2024-08-20 No notifications exported to ESR since 10th
Date | Aug 20, 2024 |
Authors | @Rob Pink @Joseph (Pepe) Kelly @Yafang Deng |
Status | Documenting |
Summary | The absence of notifications was clocked and on investigation it was found that none had been sent from 10 August |
Impact | https://hee-tis.atlassian.net/browse/TIS21-6411 Trusts did not receive notifications as early as they usually would. All notifications from this period were sent on the 20th Aug. |
Non-technical Description
Notifications are usually sent to ESR every day, describing changes and updates to the “now & next” people in positions. The service did not generate the files for 11th - 19th Aug because it was unable to complete the necessary queries and updates to the database within the allocated transaction time. Throughout this time, Applicant records were sent and confirmations received as normal.
Any notifications which should have gone out during this time and were still valid on the 20th were sent. For example the “now &next”(TM Pepe) notifications for job changeovers between 11th and 19th were sent on the 20th.
Trigger
We are confident without reproducing this that the quantity of notifications amongst other operational use triggered the combination of factors leading to this unplanned delay.
Detection
We noticed a lack of “Confirmation” files from ESR.
Resolution
Upsized the resources to enable to exporting jobs to run.
Timeline
Jul 31, 2024 Shovel setup but was persistent rather than temporary.

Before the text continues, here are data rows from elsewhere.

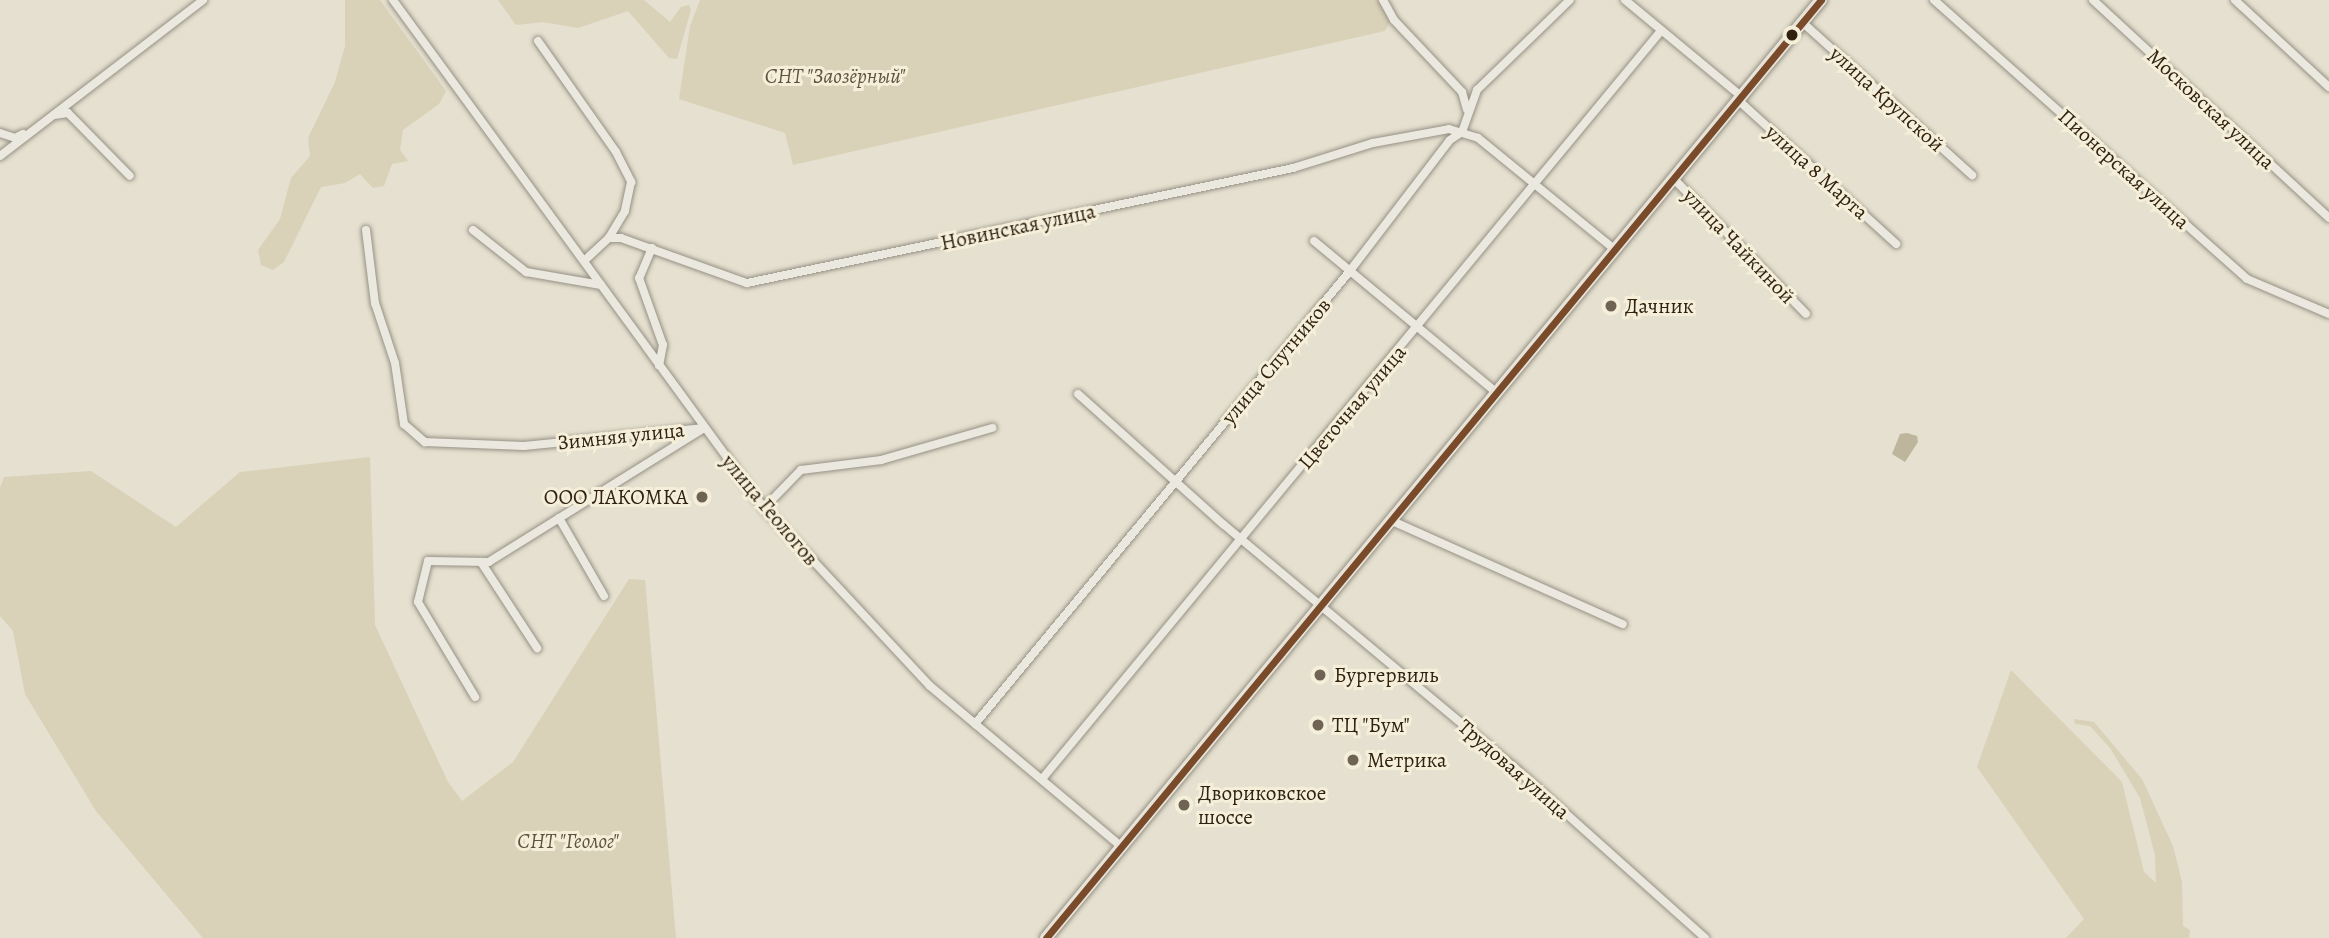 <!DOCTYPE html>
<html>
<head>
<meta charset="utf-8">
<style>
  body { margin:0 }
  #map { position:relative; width:2329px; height:938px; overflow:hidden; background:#e5e0cf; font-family:Alegreya,serif }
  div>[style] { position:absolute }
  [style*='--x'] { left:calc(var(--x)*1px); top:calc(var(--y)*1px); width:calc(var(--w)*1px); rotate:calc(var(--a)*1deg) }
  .green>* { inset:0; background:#d9d1b8 }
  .water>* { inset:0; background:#beb59d }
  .roads { filter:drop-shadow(0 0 2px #969185) drop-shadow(0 0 2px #969185) }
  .street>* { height:8px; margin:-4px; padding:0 4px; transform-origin:4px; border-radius:4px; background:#ebe8df }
  .primary>* { height:12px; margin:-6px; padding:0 6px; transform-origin:6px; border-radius:6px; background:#e8e4da }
  .bus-1>* { height:7px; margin:-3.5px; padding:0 3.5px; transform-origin:3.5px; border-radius:3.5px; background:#7a4b2a }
  .dots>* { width:19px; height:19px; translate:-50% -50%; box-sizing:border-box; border:4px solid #f5efd9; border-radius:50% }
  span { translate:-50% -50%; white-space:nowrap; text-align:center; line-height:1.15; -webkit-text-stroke:6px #f5efd9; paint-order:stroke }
  .park-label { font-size:21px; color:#60523e; font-style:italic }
  .street-label { font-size:21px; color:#302111 }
  .poi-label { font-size:21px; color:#302111 }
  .left { translate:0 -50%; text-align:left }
  .right { translate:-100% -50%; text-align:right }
</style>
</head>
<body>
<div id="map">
  <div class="green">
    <i style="clip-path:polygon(345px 0,380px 0,446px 91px,439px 104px,403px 130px,400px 150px,408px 161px,392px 164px,384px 186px,373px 188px,360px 174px,345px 183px,321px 187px,284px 262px,273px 270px,261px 265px,258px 250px,280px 219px,291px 178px,310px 156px,308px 138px,335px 82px,345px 46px)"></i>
    <i style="clip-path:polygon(498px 0,644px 0,670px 22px,681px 7px,689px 5px,691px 10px,677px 59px,669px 58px,628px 11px,578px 28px,543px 22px,516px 25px)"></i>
    <i style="clip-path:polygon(700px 0,1378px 0,1390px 22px,1385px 31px,793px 165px,785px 133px,679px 99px,690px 26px)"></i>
    <i style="clip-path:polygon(370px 457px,375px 625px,448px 782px,462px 801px,513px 762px,629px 579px,645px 580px,676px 938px,203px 938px,96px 811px,25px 694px,13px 631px,0 616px,0 488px,4px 477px,91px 471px,176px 527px,240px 472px)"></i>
    <i style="clip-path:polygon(2011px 670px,2122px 782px,2144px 872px,2156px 883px,2155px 855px,2140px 798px,2110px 748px,2090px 726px,2075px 724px,2074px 719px,2094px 722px,2142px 779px,2173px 846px,2182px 882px,2183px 926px,2190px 930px,2189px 938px,2066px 938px,2084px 919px,1977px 767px)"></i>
  </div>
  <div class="water">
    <i style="clip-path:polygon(1907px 433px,1917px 436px,1918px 442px,1905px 462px,1892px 454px,1900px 434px)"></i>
  </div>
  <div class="roads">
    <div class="street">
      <i style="--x:393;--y:0;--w:629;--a:53.86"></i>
      <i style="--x:764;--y:508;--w:243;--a:47"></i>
      <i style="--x:930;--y:686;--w:249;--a:40"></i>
      <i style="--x:1383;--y:0;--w:23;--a:61"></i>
      <i style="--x:1394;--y:20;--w:99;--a:46.6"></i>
      <i style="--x:1462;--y:92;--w:18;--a:74"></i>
      <i style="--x:1625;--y:0;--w:151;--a:39.6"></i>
      <i style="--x:1934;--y:0;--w:419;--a:41.7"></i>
      <i style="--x:2247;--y:279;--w:89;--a:23.1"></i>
      <i style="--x:2093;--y:0;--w:321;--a:42.7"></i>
      <i style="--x:2235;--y:0;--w:128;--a:42.8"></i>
      <i style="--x:1802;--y:22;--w:229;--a:42"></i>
      <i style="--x:538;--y:41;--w:136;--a:54.9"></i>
      <i style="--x:616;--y:152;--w:34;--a:63"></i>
      <i style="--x:631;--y:182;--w:30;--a:102"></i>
      <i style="--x:625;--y:211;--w:31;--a:121"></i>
      <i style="--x:1738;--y:100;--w:214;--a:42.3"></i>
      <i style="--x:54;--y:115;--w:14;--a:-8"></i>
      <i style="--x:68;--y:113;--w:88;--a:45.5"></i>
      <i style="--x:0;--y:133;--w:16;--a:18"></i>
      <i style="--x:15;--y:138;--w:9;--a:-27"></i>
      <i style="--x:0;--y:156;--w:256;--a:-37.5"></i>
      <i style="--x:1673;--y:178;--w:190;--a:45.6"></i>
      <i style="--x:366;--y:230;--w:74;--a:83"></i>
      <i style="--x:375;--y:303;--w:63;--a:71.6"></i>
      <i style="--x:395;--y:363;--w:62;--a:81.6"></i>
      <i style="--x:404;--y:424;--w:28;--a:41"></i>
      <i style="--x:425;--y:442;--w:99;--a:2.3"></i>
      <i style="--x:524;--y:446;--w:181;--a:-5.7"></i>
      <i style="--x:704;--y:428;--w:253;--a:148.1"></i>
      <i style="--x:489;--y:562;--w:61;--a:-179.1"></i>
      <i style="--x:428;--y:561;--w:42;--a:103.7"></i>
      <i style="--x:418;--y:602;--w:111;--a:59"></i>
      <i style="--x:473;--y:230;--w:68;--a:38.4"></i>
      <i style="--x:526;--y:272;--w:76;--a:9.8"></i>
      <i style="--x:1314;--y:241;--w:236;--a:39.7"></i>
      <i style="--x:652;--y:248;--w:33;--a:113"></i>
      <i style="--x:639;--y:278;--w:71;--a:70.3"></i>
      <i style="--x:663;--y:345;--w:21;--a:101"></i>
      <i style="--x:584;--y:261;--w:34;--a:-43"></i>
      <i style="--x:609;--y:238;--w:12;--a:0"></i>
      <i style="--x:621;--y:238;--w:134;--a:19.7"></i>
      <i style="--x:747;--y:283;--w:558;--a:-11.89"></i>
      <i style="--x:1293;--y:168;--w:84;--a:-17.4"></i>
      <i style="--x:1373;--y:143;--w:77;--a:-10.4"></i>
      <i style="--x:1449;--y:129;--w:30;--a:17"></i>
      <i style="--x:1478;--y:138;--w:176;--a:39.2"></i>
      <i style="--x:1078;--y:394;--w:195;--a:41.9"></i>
      <i style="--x:1223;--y:524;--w:381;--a:39.9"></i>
      <i style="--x:1515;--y:768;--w:255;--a:41.8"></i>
      <i style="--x:764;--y:508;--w:53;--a:-45.8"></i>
      <i style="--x:801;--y:470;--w:81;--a:-7.1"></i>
      <i style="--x:881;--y:460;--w:116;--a:-16.1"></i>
      <i style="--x:559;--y:518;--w:90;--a:60"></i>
      <i style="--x:1390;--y:520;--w:255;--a:24.1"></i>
      <i style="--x:481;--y:562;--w:103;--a:56.9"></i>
      <i style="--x:975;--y:724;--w:587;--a:-50.39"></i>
      <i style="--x:1349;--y:272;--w:166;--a:-52.6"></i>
      <i style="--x:1450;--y:140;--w:14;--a:-34"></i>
      <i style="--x:1462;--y:132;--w:45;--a:-70.3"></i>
      <i style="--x:1477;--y:90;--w:129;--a:-44.1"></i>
      <i style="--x:1042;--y:779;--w:970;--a:-50.4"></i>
    </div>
    <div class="primary">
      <i style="--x:1046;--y:938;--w:1217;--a:-50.44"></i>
    </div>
  </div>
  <div class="bus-1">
    <i style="--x:1046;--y:938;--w:1217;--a:-50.44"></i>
  </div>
  <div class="dots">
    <i style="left:1792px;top:35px;background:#302111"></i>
    <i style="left:1611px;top:306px;background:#6f6454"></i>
    <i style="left:702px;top:497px;background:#6f6454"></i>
    <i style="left:1320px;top:675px;background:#6f6454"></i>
    <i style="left:1318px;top:725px;background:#6f6454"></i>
    <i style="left:1353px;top:760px;background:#6f6454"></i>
    <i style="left:1184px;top:805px;background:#6f6454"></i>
  </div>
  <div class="park-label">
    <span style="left:835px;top:76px">СНТ "Заозёрный"</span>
    <span style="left:568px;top:841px">СНТ "Геолог"</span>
  </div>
  <div class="street-label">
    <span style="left:1887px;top:99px;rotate:42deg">улица Крупской</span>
    <span style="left:2211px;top:109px;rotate:43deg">Московская улица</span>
    <span style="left:2124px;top:169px;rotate:42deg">Пионерская улица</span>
    <span style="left:1817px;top:172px;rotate:42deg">улица 8 Марта</span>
    <span style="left:1018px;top:227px;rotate:-12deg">Новинская улица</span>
    <span style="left:1739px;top:246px;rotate:46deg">улица Чайкиной</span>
    <span style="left:1276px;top:361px;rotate:-50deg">улица Спутников</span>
    <span style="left:1352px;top:407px;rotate:-50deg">Цветочная улица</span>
    <span style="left:621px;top:436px;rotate:-6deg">Зимняя улица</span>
    <span style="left:770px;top:510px;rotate:50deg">улица Геологов</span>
    <span style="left:1514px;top:769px;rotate:41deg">Трудовая улица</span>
  </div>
  <div class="poi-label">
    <span class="left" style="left:1625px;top:306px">Дачник</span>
    <span class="right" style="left:688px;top:497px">ООО ЛАКОМКА</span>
    <span class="left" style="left:1334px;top:675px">Бургервиль</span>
    <span class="left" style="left:1332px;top:725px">ТЦ "Бум"</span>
    <span class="left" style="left:1367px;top:760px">Метрика</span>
    <span class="left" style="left:1198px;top:805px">Двориковское<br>шоссе</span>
  </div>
</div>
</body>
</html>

Aug 10, 2024 14:10 Last successful notification file generation.
Aug 11, 2024 14:00 Repeated failures prevent .
Aug 20, 2024 We noticed the delay to notification confirmations beyond ‘normal’ delays
Aug 20, 2024 11:30 resized cluster, and it took 12mins
Aug 20, 2024 11:50 deleted the shovel which was sending errors to a temporary queue
Aug 20, 2024 12:10 and around indication on Metabase that the files for notifications have been created.
Aug 20, 2024 15:27 - Received confirmation files
5 Whys (or other analysis of Root Cause)
We didn’t receive DCC conformation files because we didn’t send any files for ESR to confirm receipt of.
The attempts to build notifcation files failed (errors were logged as warnings but not reported via Sentry)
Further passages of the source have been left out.